The distant dwarf planet Pluto has surprised many times with exotic landforms and processes. Now new evaluations of images from NASA’s New Horizons spacecraft provide evidence of another unusual phenomenon. Accordingly, the dwarf planet could have a new form of ice volcanism that towered mountains of rock-hard water ice up to seven kilometers high. The ice must have swelled out of the ground like viscous lava and over time formed a hilly landscape with some larger mountains such as the Wright Mons and Piccard Mons. If this is confirmed, this form of ice volcanism would be unique in the solar system.
For a long time, the distant dwarf planet Pluto was considered a cold, dead world. But the flyby of NASA’s New Horizons spacecraft in 2015 and the data and images collected by the spacecraft paint a completely different picture. Accordingly, Pluto, which is a good 2370 kilometers across, is a surprisingly dynamic celestial body despite temperatures of less than minus 215 degrees. There are glaciers of frozen nitrogen flowing in slow motion and young areas that are constantly renewed by convection currents in the ice, such as in the large plain Sputnik Planitia. The nitrogen outgassing from this ice sheet could also drive local and global wind currents, as scientists have determined. According to planetary models, it even seems possible that the dwarf planet still carries enough heat from its early days to have semi-frozen or even liquid water inside.
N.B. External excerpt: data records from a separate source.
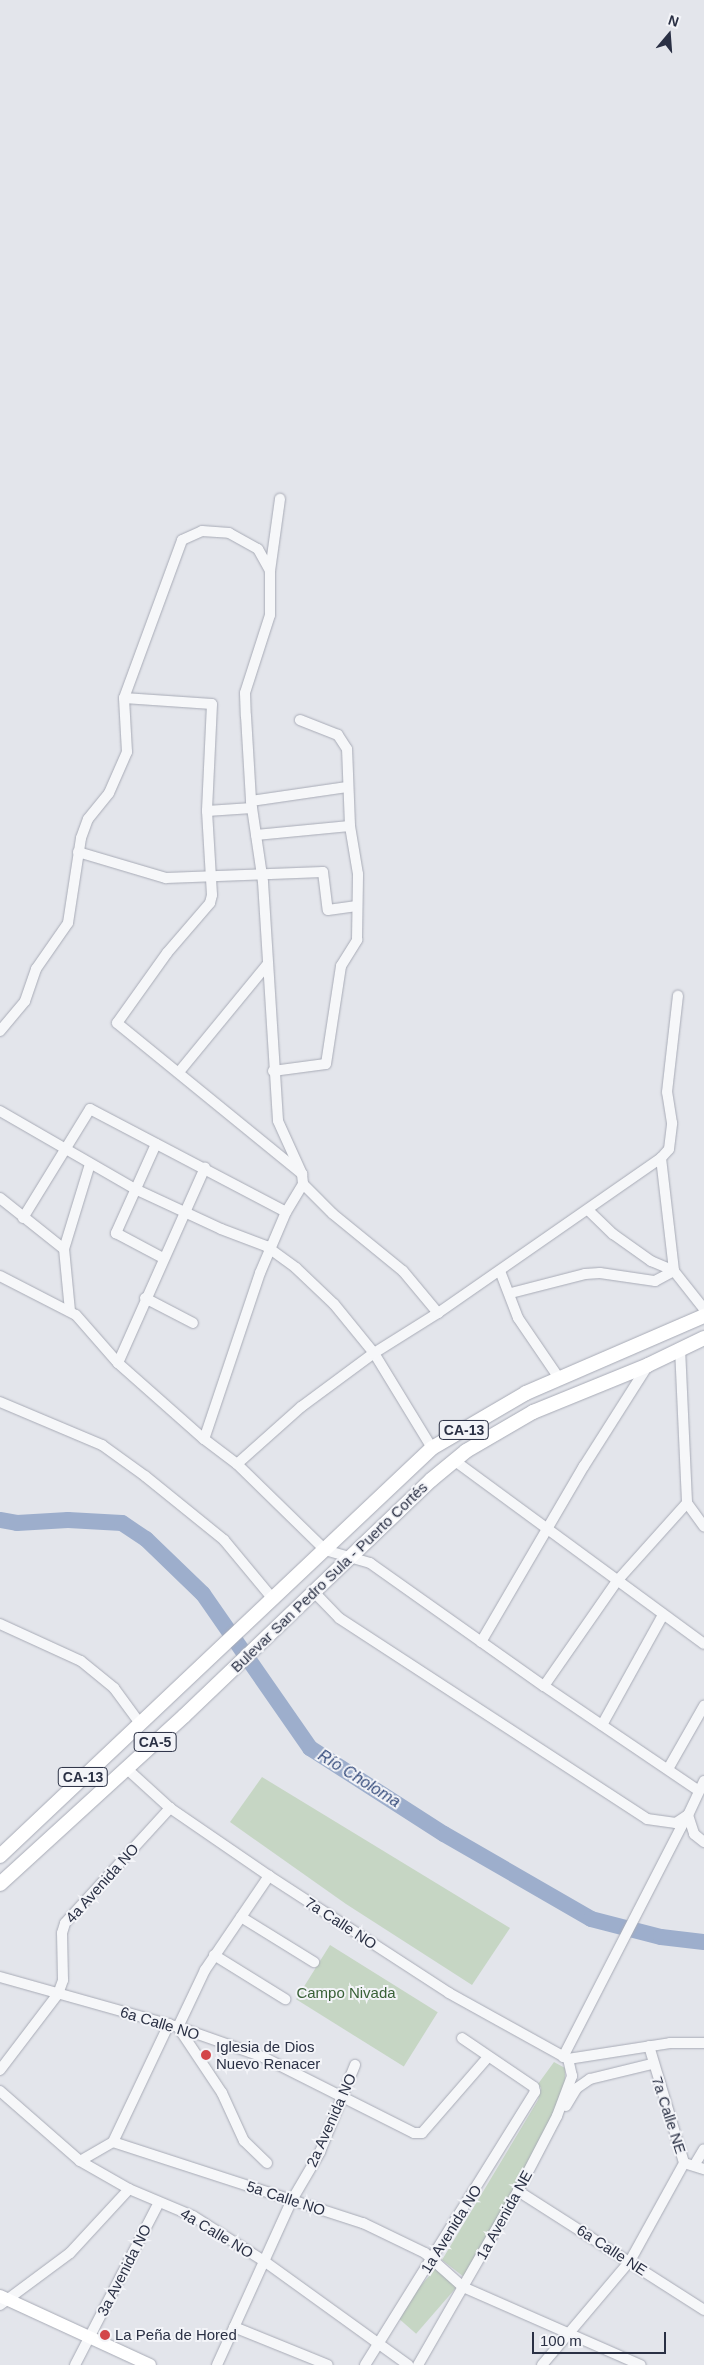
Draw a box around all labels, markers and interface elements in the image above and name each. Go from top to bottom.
north arrow [644,10,694,60]
text: N [666,12,681,30]
road number: CA-13 [438,1418,490,1442]
street label: Bulevar San Pedro Sula - Puerto Cortés [227,1478,431,1676]
road number: CA-5 [132,1730,178,1754]
water label: Río Choloma [314,1746,404,1812]
road number: CA-13 [57,1765,109,1788]
street label: 4a Avenida NO [61,1839,143,1927]
street label: 7a Calle NO [302,1893,380,1953]
park label: Campo Nivada [296,1984,396,2002]
street label: 6a Calle NO [118,2002,202,2044]
place label: Iglesia de Dios Nuevo Renacer [216,2037,320,2072]
marker: Iglesia de Dios Nuevo Renacer [200,2049,212,2061]
street label: 2a Avenida NO [302,2070,360,2170]
street label: 7a Calle NE [648,2074,690,2156]
street label: 1a Avenida NE [472,2167,536,2263]
street label: 5a Calle NO [244,2177,328,2219]
street label: 1a Avenida NO [416,2181,486,2277]
street label: 4a Calle NO [177,2204,257,2262]
street label: 3a Avenida NO [93,2221,155,2319]
street label: 6a Calle NE [574,2221,650,2279]
scale bar [534,2322,668,2354]
place label: La Peña de Hored [115,2326,237,2344]
marker: La Peña de Hored [99,2329,111,2341]
text: 100 m [540,2332,582,2349]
Riddles about icebergs with peak depression
Another phenomenon that has long puzzled planetary scientists is a mountainous region southwest of the Sputnik Planitia ice sheet. There are several high elevations resembling flat-topped mountains or large domes. The two highest mountains in this area are the Wright Mons, 3 miles high and 90 miles wide at the base, and the Piccard Mons, 4.5 miles high and 145 miles wide. “The volume of Wright Mons alone is 24,000 cubic kilometers – that’s similar to the volume of Mauna Loa in Hawaii,” explain Kelsi Singer of the Southwest Research Institute in Boulder, Colorado and her colleagues. Both mountains have large, deep-reaching holes at their peaks; on the Wright Mons, this peak depression is 56 kilometers in diameter. Due to these crater-like structures, planetary researchers already suspected earlier that these mountains could be volcanic formations. However, given Pluto’s coldness and icy nature, these volcanoes should be pouring out ice rather than lava.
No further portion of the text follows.